§ **Instructions for the task**
From the records, report how many lines hold the word "linecap", with the number as the sole reply.

•••

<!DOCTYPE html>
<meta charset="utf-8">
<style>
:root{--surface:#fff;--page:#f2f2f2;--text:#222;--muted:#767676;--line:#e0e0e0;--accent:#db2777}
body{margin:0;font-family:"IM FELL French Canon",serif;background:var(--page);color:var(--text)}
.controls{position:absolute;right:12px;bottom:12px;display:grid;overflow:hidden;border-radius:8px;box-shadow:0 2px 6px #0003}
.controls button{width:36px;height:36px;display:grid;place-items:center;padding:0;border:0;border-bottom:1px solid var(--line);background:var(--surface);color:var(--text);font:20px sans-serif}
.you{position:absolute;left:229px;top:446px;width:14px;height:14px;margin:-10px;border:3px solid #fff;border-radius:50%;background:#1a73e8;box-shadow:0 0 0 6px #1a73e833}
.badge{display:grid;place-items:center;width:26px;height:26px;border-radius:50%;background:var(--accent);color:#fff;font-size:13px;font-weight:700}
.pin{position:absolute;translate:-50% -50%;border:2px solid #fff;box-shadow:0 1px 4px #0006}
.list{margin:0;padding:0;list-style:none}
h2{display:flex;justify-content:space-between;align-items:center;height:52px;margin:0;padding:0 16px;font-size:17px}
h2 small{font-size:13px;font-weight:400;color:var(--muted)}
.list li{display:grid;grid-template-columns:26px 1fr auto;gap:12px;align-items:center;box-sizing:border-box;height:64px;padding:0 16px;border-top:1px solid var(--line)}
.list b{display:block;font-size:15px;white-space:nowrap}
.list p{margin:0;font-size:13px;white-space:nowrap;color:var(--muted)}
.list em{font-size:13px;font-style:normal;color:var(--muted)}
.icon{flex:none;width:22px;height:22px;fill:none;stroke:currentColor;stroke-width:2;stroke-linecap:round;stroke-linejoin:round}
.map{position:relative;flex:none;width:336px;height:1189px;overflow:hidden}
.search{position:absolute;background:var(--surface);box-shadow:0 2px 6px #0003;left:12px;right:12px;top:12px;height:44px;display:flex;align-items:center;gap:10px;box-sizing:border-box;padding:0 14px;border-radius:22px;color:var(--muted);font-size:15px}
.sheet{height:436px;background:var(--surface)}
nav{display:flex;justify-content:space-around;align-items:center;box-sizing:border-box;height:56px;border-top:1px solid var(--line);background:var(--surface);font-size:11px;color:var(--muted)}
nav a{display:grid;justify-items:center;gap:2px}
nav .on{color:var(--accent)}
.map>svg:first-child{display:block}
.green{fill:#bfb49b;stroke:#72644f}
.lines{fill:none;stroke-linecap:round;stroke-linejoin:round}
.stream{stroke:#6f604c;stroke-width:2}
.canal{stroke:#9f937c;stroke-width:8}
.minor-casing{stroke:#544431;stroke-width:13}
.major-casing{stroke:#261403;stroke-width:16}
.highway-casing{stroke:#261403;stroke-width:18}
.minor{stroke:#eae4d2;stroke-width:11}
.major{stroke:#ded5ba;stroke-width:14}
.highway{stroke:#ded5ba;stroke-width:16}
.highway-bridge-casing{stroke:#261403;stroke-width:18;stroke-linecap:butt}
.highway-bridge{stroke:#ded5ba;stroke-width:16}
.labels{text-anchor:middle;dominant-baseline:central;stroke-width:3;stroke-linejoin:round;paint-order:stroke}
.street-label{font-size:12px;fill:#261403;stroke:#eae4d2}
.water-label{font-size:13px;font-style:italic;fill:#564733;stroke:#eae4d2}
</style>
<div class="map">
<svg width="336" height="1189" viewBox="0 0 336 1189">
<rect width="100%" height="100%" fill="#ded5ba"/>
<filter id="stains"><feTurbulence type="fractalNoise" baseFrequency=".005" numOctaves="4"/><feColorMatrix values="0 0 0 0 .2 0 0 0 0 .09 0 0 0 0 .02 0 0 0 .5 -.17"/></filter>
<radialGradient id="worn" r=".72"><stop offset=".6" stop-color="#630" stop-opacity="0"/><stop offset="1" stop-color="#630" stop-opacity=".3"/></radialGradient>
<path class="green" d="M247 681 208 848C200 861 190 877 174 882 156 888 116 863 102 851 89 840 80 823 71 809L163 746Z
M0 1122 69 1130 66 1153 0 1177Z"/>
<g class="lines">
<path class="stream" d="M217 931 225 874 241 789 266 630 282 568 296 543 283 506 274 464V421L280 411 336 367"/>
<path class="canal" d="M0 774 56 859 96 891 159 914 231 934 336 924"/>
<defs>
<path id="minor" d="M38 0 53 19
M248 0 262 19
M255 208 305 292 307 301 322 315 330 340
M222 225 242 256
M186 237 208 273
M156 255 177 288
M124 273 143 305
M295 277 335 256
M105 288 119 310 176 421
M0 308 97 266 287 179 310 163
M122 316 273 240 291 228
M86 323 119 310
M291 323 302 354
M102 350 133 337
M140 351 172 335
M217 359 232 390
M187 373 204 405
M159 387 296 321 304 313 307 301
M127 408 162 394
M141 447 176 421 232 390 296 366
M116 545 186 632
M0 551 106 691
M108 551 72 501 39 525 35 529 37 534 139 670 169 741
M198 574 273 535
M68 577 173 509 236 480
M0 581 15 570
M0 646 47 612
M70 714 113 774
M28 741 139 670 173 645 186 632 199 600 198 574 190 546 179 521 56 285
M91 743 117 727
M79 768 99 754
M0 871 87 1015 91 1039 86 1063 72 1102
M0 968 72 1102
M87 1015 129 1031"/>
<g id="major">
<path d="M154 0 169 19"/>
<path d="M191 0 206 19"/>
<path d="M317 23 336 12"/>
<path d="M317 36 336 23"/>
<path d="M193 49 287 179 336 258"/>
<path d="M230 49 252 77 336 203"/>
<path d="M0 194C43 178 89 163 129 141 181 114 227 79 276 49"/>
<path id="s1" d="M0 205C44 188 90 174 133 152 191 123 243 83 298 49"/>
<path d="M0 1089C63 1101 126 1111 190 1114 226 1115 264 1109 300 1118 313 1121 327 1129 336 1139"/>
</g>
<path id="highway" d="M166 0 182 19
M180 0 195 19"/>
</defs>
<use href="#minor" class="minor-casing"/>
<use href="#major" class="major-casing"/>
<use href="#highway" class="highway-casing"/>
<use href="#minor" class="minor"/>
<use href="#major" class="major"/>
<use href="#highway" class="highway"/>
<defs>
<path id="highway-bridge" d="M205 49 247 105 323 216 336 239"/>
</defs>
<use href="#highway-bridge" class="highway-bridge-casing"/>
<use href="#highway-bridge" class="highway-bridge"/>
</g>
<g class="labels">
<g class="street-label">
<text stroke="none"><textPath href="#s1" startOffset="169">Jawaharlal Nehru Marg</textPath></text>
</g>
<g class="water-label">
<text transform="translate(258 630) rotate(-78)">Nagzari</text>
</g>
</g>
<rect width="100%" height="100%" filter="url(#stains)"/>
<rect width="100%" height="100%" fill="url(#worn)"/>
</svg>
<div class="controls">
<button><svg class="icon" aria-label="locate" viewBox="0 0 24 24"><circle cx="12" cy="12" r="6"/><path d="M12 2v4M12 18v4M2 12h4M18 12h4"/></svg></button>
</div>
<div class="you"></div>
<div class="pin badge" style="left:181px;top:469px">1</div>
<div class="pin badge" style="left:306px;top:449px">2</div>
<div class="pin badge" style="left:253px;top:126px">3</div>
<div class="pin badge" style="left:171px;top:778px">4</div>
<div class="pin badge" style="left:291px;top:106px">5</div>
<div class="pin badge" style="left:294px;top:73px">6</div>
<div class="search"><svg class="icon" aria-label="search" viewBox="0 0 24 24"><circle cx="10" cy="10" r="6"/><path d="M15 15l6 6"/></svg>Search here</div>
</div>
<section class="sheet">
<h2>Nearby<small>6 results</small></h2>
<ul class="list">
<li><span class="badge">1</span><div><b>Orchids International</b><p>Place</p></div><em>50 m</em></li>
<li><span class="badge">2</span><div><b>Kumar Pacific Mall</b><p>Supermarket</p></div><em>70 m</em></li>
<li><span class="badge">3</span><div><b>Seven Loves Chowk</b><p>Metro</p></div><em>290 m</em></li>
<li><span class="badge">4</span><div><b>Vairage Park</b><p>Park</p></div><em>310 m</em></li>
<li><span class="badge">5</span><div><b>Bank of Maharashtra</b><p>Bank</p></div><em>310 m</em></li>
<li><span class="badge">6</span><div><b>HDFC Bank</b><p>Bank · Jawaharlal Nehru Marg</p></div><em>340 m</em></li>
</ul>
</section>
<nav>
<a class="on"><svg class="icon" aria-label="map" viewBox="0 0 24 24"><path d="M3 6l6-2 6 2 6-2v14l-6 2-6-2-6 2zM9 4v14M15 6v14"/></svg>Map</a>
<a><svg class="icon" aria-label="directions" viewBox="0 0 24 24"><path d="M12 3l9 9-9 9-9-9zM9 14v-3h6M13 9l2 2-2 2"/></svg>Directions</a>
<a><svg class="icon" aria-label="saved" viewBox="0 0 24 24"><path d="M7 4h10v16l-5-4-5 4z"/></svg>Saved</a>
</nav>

•••

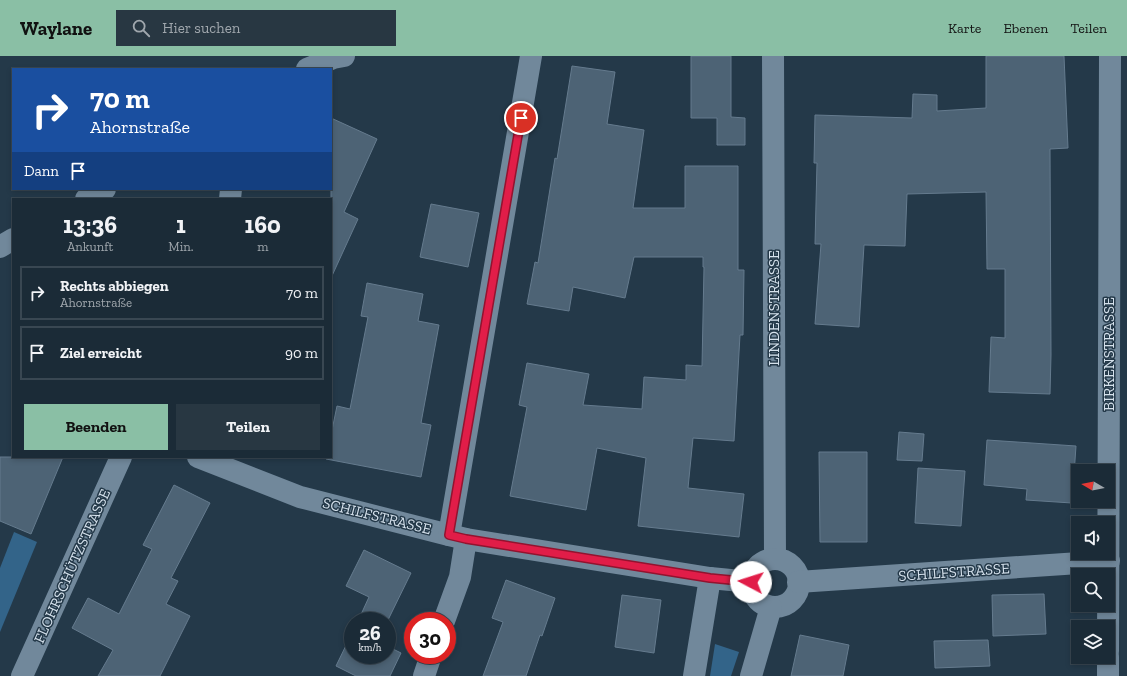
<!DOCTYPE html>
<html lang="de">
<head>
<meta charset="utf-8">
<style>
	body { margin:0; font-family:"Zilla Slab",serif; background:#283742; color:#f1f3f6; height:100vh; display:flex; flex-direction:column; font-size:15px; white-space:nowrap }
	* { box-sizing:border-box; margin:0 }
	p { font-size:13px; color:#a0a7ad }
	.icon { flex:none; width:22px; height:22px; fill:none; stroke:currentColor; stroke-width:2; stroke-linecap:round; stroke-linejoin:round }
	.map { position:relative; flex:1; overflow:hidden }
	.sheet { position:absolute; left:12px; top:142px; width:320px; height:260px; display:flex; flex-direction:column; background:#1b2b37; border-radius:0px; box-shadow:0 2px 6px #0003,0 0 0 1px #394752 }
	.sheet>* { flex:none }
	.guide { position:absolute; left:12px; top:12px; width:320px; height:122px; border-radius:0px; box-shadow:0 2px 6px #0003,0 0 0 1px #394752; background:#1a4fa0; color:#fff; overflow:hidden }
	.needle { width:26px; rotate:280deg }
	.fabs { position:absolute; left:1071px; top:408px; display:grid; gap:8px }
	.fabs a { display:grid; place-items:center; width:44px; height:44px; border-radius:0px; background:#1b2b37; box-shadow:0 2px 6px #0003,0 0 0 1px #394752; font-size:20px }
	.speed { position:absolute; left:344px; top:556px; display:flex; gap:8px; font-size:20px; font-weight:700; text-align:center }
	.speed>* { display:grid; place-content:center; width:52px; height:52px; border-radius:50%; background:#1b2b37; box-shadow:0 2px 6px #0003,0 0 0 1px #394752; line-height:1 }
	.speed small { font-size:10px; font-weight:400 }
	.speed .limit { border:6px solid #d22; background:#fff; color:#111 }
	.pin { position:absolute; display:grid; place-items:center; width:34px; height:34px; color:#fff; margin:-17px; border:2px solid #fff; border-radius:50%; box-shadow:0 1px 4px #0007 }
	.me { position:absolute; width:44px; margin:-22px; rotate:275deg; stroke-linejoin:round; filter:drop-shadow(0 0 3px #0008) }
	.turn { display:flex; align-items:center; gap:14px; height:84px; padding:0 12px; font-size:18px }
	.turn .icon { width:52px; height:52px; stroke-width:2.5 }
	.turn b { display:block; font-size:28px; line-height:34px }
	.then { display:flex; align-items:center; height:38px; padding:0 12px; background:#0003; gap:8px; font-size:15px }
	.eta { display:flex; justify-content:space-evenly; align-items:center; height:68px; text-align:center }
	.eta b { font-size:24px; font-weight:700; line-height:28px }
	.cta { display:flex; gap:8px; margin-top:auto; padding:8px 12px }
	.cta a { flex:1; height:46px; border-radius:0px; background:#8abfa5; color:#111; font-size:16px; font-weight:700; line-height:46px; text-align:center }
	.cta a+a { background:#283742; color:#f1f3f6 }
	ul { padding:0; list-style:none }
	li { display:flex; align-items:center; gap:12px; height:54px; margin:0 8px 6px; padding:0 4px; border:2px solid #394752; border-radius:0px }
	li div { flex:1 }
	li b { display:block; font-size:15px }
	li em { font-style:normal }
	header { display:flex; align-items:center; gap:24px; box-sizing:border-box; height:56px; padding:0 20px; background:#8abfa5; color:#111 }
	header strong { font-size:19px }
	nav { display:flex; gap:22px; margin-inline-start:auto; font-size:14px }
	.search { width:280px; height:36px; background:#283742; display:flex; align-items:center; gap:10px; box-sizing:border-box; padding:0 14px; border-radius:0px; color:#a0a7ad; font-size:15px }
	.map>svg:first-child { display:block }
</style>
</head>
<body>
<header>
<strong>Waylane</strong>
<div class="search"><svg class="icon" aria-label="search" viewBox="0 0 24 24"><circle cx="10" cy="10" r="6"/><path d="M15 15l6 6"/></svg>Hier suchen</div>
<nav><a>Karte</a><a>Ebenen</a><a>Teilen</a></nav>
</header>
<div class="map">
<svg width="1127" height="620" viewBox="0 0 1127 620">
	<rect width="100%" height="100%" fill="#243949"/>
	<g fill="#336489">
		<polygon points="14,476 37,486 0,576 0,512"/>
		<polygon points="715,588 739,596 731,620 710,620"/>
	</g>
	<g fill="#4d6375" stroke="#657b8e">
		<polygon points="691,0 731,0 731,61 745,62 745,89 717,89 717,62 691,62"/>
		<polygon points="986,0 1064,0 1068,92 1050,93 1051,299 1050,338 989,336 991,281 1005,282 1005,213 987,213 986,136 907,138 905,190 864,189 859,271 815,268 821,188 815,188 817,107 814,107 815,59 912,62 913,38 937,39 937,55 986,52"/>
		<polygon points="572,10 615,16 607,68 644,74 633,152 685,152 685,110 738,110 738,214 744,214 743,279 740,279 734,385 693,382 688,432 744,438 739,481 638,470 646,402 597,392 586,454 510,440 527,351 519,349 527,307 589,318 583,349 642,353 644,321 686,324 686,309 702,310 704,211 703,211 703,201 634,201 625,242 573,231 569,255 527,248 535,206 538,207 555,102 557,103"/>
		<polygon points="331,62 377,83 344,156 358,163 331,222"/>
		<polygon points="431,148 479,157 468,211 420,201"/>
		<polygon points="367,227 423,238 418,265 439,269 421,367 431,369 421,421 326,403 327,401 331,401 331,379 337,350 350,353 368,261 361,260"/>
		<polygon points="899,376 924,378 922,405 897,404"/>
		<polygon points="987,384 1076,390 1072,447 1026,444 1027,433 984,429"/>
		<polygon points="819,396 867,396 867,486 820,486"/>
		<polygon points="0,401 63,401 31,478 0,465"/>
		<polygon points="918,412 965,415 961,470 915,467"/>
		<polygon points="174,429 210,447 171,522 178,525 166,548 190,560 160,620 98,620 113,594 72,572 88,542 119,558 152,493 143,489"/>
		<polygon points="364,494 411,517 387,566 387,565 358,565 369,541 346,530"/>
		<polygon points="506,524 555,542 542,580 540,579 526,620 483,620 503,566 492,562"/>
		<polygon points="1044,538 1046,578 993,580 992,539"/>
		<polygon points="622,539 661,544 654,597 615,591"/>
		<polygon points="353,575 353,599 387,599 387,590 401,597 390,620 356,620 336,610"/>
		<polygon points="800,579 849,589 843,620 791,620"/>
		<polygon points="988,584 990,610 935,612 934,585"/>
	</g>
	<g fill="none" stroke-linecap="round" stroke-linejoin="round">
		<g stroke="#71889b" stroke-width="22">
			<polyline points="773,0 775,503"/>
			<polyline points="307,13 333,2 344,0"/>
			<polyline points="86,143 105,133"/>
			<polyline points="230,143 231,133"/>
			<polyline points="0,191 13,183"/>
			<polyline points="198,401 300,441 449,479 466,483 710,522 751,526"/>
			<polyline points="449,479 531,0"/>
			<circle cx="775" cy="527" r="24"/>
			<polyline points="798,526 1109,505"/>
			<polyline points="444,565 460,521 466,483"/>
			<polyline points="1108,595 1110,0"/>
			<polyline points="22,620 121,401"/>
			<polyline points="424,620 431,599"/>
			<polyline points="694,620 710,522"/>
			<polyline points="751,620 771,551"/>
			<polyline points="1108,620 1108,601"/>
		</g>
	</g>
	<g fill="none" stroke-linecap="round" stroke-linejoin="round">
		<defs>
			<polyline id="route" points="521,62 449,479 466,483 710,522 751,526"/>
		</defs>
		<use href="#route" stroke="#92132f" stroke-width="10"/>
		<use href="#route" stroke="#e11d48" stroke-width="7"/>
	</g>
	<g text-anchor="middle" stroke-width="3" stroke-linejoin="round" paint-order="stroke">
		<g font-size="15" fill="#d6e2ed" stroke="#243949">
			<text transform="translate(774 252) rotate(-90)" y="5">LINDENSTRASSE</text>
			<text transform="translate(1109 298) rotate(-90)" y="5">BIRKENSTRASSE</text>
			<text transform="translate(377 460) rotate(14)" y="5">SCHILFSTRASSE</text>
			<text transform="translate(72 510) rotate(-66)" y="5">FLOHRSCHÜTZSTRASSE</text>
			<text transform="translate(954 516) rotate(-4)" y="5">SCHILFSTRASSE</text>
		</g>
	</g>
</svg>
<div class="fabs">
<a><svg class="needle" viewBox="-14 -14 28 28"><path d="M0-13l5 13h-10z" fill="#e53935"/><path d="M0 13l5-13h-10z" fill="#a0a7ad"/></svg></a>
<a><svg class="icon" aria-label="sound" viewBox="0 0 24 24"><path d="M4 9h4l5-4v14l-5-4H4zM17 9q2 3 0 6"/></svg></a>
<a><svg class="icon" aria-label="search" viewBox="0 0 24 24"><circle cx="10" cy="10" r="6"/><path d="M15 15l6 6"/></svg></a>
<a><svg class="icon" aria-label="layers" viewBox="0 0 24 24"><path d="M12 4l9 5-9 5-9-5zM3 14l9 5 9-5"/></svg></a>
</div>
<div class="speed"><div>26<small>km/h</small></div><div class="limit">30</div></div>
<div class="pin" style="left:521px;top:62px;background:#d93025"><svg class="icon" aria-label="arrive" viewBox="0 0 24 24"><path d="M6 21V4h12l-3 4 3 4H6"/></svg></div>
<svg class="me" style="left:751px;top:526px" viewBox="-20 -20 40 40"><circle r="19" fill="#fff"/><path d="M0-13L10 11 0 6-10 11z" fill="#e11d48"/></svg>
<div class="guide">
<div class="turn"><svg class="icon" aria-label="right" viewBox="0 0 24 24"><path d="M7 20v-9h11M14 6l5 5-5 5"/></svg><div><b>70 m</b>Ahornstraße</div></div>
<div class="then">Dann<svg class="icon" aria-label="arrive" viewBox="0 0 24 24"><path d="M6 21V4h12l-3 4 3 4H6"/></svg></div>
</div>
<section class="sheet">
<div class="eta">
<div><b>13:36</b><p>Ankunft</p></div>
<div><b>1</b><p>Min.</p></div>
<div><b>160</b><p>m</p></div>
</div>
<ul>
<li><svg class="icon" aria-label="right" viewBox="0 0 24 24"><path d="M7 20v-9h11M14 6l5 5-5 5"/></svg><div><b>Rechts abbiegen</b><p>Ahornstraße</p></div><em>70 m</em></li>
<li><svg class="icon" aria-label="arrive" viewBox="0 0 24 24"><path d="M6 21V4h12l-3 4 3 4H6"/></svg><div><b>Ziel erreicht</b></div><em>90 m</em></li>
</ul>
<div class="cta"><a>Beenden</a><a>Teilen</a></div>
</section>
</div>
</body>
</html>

•••

§ **Written response**
6